Co dalej ze szpitalem?

You are currently viewing Co dalej ze szpitalem?
Ze 107 Szpitala Wojskowego w Wałczu docierają niepokojące wieści. Mówi się o zamykaniu oddziałów i konflikcie dyrekcji z lekarzami. Odrobinę światła na ten temat rzucił przewodniczący Rady Społecznej Szpitala poseł Czesław Hoc. 

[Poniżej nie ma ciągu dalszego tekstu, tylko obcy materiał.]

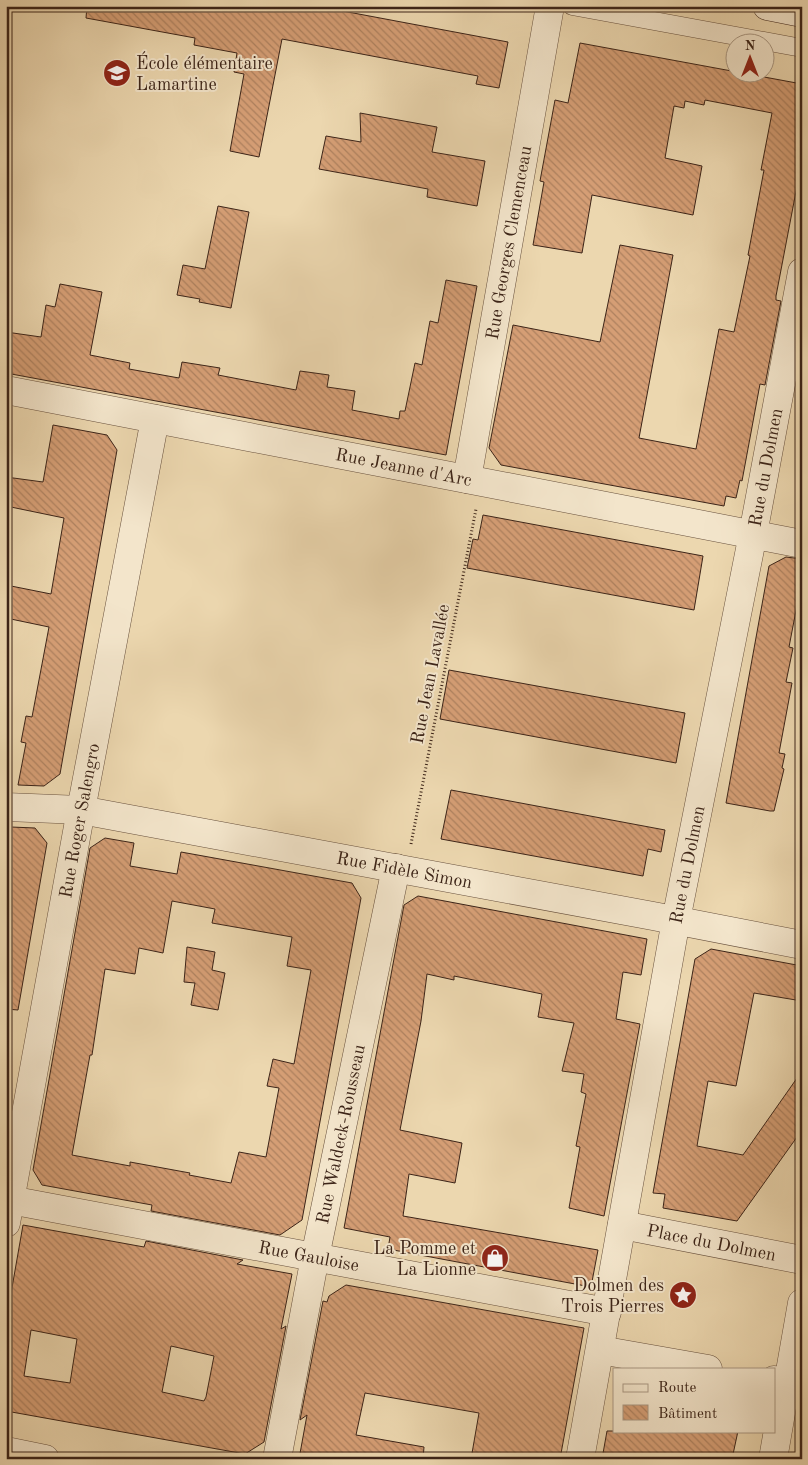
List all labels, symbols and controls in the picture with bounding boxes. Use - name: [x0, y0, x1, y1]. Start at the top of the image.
- north arrow: [726, 32, 776, 82]
- text: N: [745, 39, 756, 53]
- place label: École élémentaire Lamartine: [136, 51, 273, 94]
- school or university icon: École élémentaire Lamartine: [102, 58, 132, 88]
- street label: Rue Georges Clemenceau: [484, 144, 535, 341]
- street label: Rue du Dolmen: [747, 406, 786, 528]
- street label: Rue Jeanne d'Arc: [334, 446, 473, 490]
- street label: Rue Jean Lavallée: [409, 603, 453, 746]
- street label: Rue Roger Salengro: [57, 742, 103, 900]
- street label: Rue du Dolmen: [667, 804, 709, 925]
- street label: Rue Fidèle Simon: [335, 850, 474, 892]
- street label: Rue Waldeck-Rousseau: [314, 1043, 369, 1226]
- street label: Place du Dolmen: [645, 1222, 778, 1265]
- street label: Rue Gauloise: [257, 1239, 360, 1275]
- place label: La Pomme et La Lionne: [373, 1240, 476, 1279]
- shop icon: La Pomme et La Lionne: [480, 1243, 510, 1273]
- place label: Dolmen des Trois Pierres: [561, 1277, 664, 1316]
- place icon: Dolmen des Trois Pierres: [668, 1280, 698, 1310]
- legend: [613, 1368, 776, 1432]
- text: Route: [658, 1381, 696, 1396]
- text: Bâtiment: [658, 1407, 717, 1422]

Od kilku tygodni w przestrzeni publicznej krąży informacja o problemach na Oddziale Neurologii 107 SzW, którego działanie zostało zawieszone z powodu braku lekarzy. Część z nich – konkretnie trzech - odeszło do innych placówek. Ponieważ komendant szpitala płk Michał Wawreszuk przebywa na zwolnieniu lekarskim, więc kilku informacji na temat aktualnej sytuacji w wałeckiej placówce udzielił przewodniczący Rady Społecznej Szpitala poseł Czesław Hoc. 
Według Cz. Hoca bezpośrednio po tym, jak dowiedział się, że sytuacja w szpitalu jest poważna, już 31 grudnia pojawił się w Wałczu, aby porozmawiać z załogą i przedstawicielami związków zawodowych. To spotkanie oraz rozmowa z komendantem pozwoliły mu na wyrobienie sobie zdania o sytuacji w szpitalu. 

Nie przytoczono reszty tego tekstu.